You know that pinching aching feeling that you get when your calluses bend in at too sharp an angle? Like when you put your foot down and the skin folds, but it’s so hard it can’t flex anymore? Funny how the armor you have built up from joyful pain and sharp rocks creates something that hurts you more.

            I was walking through a half-path in the forest, cringing as my tender skin touched branches and sharp stems, and rocks so small they stuck to the sweat. Every step my face contorted as I prepared myself for the sting. “Wow, you need to build up some calluses,” my friend retorted. She had to turn her head at an awkward angle over her shoulder because she was so far ahead of me and my feet. I wanted to tell her that last week I would have been fine. I wanted to paint for her images of peeling skin revealing pink and contrasting with the unnatural blue of the nail salon’s pedicure tub. I wanted to tell her that something made me vulnerable, that I let down my guard and let an Asian woman peel away the past. I wanted to complain that all my hard work was gone and I shouldn’t have spent the forty bucks.
            But I also wanted to tell her of the bliss. The teal petals dripping along pale toenails in my prom shoes… I wanted to say how nice it felt when Maria complemented my color choice. I looked down at my mud covered feet and saw the remains of peach lingering at the tip of my big toe. It was chipped and there was dirt edging its way under the paint. I wanted that color to be vibrant and at the same time I wanted my calluses. I wanted to enjoy the forest path. But I flinched as a rock that had been persistently stuck drove deeper into the crevice of my sole.
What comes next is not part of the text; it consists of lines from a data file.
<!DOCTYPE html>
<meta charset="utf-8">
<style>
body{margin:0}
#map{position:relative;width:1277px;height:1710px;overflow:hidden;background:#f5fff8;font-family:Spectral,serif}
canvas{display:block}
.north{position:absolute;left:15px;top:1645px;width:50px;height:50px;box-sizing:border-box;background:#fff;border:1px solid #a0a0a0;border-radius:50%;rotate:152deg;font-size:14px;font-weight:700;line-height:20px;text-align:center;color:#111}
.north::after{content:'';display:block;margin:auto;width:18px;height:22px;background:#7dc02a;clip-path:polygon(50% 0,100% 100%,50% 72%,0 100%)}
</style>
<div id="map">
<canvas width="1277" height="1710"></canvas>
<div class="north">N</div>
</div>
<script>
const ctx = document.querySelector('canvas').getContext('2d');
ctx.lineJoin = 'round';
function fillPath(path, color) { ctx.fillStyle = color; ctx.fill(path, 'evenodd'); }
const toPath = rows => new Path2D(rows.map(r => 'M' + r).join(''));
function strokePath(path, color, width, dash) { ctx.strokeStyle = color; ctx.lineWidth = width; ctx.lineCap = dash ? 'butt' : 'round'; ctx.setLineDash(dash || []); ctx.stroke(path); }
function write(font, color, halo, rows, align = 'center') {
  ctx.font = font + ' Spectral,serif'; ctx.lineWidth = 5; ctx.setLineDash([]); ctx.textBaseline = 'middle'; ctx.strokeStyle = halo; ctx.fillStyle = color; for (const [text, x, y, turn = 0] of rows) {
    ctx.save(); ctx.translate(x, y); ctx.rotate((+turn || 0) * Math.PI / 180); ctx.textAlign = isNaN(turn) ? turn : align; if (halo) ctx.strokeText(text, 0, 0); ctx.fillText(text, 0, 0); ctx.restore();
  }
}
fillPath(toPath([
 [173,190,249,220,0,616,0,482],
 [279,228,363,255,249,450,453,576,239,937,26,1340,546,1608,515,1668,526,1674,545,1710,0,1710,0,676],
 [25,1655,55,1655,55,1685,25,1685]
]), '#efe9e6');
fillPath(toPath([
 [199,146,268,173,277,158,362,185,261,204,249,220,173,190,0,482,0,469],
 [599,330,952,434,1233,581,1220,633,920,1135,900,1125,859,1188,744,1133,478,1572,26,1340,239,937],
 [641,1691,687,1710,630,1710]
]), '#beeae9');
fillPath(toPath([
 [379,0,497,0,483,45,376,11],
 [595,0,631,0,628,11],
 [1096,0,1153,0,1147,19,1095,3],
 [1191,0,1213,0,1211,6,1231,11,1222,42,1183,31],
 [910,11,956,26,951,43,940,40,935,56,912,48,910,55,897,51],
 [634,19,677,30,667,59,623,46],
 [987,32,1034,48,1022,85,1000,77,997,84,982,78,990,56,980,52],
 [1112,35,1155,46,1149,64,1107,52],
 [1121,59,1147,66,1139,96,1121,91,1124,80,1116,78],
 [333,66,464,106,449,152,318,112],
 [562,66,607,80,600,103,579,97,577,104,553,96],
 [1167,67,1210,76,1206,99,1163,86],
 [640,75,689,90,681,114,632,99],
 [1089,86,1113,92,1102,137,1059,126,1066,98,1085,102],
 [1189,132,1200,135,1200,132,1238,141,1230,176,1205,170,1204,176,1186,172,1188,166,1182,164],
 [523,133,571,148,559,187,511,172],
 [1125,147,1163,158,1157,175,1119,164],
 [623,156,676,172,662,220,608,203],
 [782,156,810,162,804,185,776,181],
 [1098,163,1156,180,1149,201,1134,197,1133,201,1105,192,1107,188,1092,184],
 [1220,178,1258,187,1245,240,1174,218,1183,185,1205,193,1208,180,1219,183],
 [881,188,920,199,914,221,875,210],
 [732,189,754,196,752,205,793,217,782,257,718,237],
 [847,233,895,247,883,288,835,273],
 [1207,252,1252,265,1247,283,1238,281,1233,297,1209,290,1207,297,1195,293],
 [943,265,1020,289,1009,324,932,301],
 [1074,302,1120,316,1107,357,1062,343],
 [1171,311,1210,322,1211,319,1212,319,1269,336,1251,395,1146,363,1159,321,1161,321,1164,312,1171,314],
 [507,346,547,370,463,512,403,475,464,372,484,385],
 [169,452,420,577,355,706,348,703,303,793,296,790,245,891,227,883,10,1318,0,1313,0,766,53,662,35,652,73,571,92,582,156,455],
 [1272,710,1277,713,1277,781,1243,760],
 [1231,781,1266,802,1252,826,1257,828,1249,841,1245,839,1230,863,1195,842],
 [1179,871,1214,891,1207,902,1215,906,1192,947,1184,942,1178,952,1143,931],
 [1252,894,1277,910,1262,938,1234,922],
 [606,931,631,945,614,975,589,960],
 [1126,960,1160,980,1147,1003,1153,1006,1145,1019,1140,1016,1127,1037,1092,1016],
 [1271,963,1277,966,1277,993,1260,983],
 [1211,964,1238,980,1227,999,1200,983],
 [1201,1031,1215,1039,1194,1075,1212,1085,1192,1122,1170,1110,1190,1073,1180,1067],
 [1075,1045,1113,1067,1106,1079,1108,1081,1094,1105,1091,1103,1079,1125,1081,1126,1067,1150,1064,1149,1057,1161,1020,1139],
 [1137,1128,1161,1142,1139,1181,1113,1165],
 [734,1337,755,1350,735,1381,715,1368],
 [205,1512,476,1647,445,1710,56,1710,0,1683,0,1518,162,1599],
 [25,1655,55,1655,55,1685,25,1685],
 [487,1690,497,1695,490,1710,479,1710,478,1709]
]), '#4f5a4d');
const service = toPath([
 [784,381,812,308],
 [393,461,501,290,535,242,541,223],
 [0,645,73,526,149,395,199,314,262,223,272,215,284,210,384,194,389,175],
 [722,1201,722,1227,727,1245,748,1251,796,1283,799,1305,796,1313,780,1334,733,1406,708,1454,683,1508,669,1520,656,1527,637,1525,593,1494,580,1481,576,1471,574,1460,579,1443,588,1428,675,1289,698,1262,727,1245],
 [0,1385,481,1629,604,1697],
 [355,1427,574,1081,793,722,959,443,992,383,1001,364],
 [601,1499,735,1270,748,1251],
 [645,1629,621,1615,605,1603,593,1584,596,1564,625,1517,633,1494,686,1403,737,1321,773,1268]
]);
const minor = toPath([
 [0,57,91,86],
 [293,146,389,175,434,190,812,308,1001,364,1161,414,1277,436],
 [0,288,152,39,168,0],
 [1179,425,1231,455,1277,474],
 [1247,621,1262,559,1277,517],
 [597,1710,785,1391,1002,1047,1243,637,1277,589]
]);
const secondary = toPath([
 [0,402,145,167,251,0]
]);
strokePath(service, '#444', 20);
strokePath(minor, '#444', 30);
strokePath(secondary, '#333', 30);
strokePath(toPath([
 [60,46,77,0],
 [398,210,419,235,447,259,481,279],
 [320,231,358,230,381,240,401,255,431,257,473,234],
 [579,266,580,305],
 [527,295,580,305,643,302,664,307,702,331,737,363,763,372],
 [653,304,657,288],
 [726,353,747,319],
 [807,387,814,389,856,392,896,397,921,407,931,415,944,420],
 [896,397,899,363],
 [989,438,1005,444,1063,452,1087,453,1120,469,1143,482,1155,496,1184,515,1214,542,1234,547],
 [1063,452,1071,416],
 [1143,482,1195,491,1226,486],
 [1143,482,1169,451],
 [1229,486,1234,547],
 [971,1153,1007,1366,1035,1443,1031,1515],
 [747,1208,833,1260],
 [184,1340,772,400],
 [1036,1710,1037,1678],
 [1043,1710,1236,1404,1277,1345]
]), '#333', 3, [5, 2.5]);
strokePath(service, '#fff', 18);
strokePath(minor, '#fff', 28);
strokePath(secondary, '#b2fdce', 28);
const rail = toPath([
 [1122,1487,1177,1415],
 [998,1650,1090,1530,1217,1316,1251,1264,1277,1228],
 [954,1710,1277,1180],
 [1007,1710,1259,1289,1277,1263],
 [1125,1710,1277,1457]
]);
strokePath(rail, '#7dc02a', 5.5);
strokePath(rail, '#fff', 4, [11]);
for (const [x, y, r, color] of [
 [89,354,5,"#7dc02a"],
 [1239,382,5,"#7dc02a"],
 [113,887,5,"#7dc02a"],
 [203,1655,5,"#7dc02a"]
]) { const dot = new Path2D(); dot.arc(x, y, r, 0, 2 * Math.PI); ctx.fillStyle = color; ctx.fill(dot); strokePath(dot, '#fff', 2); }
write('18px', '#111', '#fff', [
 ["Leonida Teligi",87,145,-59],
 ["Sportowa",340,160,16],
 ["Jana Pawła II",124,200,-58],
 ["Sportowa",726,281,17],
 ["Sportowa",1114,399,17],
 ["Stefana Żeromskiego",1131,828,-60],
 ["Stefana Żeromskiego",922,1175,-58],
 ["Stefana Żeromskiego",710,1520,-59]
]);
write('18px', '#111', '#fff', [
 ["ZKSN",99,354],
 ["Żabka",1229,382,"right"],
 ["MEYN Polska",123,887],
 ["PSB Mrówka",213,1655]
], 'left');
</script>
It’s been maybe a year since then, and I can touch the bottom of my heel without being aware of any sensation. The stiff padding is white around the edges where one thin layer slowly peels, revealing hundreds of dead hard cells beneath it. I like to go barefoot outside because I know wood chips won’t hurt me and rocks can bear to scrape a few layers without pain. But sometimes I wish I had a callus shaver that could pare down a few layers.
            I was wearing heels at a dance and quickly noticed the inconvenience of an extra inches, so I tossed the nude pumps in a corner. My feet liked to feel the floor below, but it was tile held in line by lines of mortar. These valleys dip low and pull skin into a ‘u’ shape, small and uncomfortable. For the skin that can mold--that can adapt to the new experience and accept its beauty-- there is little to no pain. But the callused feet, built up to withstand the sharp reality outside becomes sharp itself, scrunching into a stubborn ‘v’. I don’t know when I began to notice it or if I ever stopped, but the dance kept reminding me of walls instead of freedom. And I wished I had painted my nails.


Now here I am climbing ladders into lofted beds, and my feet pinch sometimes. The ‘v’ digs deep into nerves and into memory, reminding me to buy a callus shaver and some teal nail polish. 

---

I've been vaguely working on a NanoWrimo project. It's a half personal half fiction piece formatted in a House on Mango Street style. This segment is based off real observations and situations, but not quite true to my perspective.